DIRECTIONS FOR THIS TASK ->
Your response should be every line from the entries that includes the string "controls".

RECORDS SUPPLIED ->
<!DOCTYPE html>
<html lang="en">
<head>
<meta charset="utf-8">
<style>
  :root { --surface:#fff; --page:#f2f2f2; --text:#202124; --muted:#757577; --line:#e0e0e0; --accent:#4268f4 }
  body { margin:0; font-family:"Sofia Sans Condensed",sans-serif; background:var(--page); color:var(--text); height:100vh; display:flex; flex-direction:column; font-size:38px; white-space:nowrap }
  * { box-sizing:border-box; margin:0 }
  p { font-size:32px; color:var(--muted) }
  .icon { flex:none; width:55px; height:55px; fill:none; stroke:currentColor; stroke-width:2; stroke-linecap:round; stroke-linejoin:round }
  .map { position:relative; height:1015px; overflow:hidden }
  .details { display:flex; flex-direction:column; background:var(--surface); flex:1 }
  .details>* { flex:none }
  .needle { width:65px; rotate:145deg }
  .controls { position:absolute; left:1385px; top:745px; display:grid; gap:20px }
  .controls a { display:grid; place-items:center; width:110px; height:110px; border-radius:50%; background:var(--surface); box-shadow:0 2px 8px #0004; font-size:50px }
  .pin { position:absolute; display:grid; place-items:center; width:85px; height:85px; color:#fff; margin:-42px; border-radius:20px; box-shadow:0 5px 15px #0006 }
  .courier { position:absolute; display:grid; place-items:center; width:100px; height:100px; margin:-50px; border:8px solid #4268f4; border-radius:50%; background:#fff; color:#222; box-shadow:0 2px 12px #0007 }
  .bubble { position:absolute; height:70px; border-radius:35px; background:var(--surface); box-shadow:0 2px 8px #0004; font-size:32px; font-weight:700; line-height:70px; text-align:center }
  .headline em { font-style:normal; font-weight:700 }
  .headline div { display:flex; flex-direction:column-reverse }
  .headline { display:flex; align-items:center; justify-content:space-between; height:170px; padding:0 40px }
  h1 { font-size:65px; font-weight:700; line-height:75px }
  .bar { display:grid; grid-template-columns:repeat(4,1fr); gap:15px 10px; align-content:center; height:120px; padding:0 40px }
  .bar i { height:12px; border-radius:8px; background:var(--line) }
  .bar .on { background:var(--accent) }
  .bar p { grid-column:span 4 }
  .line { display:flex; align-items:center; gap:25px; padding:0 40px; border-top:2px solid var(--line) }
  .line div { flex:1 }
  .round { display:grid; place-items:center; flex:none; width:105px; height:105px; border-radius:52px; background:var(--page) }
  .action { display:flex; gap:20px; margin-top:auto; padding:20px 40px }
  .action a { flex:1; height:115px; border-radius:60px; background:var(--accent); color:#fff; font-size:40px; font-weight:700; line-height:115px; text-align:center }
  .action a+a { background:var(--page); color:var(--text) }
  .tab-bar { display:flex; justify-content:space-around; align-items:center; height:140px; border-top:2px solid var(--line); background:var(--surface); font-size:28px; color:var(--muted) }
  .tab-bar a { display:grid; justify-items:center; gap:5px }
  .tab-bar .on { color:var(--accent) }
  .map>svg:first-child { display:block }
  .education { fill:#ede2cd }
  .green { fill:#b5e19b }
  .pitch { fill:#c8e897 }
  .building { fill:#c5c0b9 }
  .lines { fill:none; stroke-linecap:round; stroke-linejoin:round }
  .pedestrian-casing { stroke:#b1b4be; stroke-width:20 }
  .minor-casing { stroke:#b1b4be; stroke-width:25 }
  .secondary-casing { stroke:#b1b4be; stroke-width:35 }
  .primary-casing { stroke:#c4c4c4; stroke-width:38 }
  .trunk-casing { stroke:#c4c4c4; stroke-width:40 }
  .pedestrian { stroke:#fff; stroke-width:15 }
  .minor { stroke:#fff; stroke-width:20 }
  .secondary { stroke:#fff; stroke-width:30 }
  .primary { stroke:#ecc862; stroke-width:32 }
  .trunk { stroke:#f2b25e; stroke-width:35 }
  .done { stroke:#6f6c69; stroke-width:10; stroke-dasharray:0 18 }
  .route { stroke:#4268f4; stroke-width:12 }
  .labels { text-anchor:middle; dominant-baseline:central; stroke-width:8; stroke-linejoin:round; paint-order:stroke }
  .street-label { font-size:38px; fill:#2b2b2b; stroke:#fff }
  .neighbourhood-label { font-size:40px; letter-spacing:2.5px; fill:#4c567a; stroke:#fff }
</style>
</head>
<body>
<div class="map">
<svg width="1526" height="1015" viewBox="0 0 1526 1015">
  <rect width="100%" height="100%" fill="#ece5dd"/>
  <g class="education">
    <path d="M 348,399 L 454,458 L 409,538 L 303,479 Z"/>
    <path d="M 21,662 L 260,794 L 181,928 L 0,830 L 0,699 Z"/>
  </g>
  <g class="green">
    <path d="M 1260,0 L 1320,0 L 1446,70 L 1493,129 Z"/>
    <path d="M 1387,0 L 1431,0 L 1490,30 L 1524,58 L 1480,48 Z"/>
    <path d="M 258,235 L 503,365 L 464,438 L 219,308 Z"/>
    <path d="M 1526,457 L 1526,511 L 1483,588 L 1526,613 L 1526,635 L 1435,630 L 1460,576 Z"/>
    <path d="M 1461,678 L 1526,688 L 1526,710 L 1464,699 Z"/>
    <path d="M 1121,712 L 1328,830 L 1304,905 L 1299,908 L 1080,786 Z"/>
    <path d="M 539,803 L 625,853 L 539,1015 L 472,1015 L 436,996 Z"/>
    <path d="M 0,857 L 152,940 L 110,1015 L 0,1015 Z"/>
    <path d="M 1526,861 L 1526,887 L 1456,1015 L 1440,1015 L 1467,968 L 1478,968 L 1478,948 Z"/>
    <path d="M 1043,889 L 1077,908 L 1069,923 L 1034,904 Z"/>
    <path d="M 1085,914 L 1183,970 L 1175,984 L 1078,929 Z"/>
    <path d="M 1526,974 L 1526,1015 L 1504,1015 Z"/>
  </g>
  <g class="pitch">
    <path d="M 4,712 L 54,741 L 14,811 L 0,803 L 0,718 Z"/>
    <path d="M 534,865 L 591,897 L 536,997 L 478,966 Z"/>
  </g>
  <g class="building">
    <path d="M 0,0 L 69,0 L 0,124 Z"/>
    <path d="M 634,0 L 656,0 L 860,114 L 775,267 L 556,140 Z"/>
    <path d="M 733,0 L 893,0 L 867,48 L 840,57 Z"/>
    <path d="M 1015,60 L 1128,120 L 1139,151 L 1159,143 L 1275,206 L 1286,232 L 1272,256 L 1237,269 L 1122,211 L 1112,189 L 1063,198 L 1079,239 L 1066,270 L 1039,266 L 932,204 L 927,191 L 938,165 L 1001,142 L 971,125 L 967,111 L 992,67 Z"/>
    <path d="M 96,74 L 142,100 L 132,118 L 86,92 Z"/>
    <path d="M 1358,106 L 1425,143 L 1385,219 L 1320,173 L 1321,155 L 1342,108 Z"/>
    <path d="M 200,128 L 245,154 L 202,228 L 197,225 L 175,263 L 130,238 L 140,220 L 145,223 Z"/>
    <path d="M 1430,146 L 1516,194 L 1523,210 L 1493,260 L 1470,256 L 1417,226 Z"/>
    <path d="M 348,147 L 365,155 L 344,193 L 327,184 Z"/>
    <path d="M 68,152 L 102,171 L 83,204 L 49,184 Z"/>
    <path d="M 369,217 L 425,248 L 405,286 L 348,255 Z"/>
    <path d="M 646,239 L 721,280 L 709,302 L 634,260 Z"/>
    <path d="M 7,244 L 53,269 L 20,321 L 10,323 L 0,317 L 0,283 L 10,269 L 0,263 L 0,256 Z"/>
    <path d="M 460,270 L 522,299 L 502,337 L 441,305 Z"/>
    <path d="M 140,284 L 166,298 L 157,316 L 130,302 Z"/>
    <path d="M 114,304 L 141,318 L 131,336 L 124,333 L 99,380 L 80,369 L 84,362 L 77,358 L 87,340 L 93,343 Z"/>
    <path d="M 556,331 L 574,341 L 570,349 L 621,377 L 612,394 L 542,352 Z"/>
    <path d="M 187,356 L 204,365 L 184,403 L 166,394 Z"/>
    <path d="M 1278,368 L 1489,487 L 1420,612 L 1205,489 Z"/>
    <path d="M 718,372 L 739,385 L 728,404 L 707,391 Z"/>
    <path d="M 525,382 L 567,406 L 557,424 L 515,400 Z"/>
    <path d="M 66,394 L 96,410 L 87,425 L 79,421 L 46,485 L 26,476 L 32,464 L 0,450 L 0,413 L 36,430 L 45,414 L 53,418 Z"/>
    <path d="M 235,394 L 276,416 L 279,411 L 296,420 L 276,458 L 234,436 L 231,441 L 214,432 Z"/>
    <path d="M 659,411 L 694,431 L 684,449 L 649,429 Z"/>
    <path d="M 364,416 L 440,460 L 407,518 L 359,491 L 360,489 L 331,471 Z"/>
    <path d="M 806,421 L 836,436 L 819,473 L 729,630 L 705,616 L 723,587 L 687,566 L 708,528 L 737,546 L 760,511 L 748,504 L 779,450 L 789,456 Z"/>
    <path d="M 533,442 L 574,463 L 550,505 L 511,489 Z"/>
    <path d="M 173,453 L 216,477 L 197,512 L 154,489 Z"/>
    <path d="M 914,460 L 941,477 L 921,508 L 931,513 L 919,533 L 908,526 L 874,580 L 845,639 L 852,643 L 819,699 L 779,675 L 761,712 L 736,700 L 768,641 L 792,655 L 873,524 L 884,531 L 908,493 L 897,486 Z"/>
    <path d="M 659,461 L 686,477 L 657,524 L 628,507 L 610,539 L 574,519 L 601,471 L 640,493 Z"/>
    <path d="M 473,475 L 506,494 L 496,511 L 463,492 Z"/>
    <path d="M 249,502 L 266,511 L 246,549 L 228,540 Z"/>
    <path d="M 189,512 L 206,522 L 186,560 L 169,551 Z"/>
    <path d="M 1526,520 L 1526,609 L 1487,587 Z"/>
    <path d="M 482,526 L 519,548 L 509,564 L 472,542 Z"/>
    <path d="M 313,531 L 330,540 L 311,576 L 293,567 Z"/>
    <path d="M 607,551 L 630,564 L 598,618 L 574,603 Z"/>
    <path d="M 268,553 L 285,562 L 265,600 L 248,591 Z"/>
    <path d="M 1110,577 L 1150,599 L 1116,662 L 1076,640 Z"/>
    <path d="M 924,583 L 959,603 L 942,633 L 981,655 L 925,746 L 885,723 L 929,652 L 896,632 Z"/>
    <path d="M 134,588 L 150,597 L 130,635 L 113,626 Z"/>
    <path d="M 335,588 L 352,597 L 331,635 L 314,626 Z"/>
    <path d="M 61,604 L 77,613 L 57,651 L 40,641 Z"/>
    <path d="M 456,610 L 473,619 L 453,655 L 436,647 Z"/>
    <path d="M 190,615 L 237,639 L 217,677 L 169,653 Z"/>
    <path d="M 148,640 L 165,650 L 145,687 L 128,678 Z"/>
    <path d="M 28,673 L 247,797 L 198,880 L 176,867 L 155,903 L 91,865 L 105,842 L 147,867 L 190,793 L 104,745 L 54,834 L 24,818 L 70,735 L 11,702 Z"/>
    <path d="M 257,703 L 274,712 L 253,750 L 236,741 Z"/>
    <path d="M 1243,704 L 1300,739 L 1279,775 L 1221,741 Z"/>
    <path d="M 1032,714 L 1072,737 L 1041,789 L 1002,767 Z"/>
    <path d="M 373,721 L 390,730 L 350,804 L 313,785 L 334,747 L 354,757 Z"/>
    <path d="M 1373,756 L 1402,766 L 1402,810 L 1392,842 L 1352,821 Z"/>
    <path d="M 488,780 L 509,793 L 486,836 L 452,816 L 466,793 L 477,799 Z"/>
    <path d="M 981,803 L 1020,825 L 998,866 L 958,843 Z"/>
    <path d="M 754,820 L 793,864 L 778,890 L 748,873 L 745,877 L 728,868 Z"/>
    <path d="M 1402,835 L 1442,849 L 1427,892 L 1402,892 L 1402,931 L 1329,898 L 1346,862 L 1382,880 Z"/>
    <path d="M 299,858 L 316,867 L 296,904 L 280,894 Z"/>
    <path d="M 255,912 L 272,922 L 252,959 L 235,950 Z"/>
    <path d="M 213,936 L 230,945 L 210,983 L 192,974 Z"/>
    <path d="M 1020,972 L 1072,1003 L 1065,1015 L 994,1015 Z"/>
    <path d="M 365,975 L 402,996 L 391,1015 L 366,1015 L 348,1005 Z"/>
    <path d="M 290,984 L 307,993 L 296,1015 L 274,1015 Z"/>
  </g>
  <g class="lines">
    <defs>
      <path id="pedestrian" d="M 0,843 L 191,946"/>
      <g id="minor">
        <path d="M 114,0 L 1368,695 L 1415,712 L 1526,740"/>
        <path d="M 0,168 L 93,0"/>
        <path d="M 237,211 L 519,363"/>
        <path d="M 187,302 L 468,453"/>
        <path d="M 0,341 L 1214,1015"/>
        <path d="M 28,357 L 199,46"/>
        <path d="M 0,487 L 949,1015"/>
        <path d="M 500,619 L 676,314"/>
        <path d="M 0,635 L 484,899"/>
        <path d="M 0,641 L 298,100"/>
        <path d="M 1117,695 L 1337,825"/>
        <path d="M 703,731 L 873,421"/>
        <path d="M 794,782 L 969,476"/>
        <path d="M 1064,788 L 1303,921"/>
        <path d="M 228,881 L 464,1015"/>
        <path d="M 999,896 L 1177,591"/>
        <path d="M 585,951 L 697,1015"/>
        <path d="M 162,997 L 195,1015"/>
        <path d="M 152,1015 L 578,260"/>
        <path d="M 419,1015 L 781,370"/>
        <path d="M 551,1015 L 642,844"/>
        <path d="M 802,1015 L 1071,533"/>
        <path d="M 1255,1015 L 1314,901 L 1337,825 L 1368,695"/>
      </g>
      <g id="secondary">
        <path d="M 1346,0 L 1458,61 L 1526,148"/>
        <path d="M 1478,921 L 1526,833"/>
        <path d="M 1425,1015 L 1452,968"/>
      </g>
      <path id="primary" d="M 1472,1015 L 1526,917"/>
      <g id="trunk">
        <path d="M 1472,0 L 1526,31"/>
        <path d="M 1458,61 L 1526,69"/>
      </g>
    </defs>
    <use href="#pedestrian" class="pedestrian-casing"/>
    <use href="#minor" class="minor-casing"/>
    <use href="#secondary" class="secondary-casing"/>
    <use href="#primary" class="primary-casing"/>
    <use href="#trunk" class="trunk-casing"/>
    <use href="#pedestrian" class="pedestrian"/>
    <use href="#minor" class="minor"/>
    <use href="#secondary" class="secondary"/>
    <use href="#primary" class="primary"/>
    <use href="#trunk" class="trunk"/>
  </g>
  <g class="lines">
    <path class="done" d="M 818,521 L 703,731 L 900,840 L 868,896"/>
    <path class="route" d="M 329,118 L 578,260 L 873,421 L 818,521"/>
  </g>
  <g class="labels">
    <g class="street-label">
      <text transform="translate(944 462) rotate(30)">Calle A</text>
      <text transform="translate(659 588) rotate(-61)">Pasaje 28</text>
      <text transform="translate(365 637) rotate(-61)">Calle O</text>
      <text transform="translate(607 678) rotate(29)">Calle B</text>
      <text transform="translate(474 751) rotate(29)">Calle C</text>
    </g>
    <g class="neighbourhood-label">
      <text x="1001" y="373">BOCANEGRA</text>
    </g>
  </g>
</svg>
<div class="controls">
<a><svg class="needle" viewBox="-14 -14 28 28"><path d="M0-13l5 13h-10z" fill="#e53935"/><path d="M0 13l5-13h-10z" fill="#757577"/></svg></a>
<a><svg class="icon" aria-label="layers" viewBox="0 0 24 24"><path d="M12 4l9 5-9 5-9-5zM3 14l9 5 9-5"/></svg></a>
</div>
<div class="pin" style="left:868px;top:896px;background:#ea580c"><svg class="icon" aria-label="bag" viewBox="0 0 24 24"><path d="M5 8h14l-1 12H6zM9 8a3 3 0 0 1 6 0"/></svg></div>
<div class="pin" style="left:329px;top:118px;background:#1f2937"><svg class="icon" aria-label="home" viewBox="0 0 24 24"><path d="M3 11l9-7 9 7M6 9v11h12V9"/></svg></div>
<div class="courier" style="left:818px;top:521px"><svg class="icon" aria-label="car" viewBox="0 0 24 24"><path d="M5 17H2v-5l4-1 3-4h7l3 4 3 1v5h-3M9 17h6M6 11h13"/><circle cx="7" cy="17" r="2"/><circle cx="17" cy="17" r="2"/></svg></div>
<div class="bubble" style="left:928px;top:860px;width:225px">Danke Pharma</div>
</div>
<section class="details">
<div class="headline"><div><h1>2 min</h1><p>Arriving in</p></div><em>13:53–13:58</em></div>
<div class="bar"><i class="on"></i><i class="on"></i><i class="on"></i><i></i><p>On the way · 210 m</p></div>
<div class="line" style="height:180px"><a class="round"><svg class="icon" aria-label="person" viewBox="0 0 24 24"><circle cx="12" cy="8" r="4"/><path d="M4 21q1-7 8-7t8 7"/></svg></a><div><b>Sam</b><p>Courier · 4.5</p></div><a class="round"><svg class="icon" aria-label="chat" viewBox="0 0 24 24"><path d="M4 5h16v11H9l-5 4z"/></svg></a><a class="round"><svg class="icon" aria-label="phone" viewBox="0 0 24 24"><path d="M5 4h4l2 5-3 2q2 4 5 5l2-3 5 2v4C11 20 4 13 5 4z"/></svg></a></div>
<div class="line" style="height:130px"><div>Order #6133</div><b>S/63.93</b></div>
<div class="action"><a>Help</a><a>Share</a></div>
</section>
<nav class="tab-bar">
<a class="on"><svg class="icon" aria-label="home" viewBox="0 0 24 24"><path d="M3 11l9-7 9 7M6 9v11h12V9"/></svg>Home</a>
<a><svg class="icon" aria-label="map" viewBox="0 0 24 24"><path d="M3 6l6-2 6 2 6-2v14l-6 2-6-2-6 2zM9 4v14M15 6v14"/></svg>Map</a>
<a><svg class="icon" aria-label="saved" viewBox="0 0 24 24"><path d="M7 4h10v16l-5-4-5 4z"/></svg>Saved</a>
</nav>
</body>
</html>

REPLY TO THE TASK ->
  .controls { position:absolute; left:1385px; top:745px; display:grid; gap:20px }
  .controls a { display:grid; place-items:center; width:110px; height:110px; border-radius:50%; background:var(--surface); box-shadow:0 2px 8px #0004; font-size:50px }
<div class="controls">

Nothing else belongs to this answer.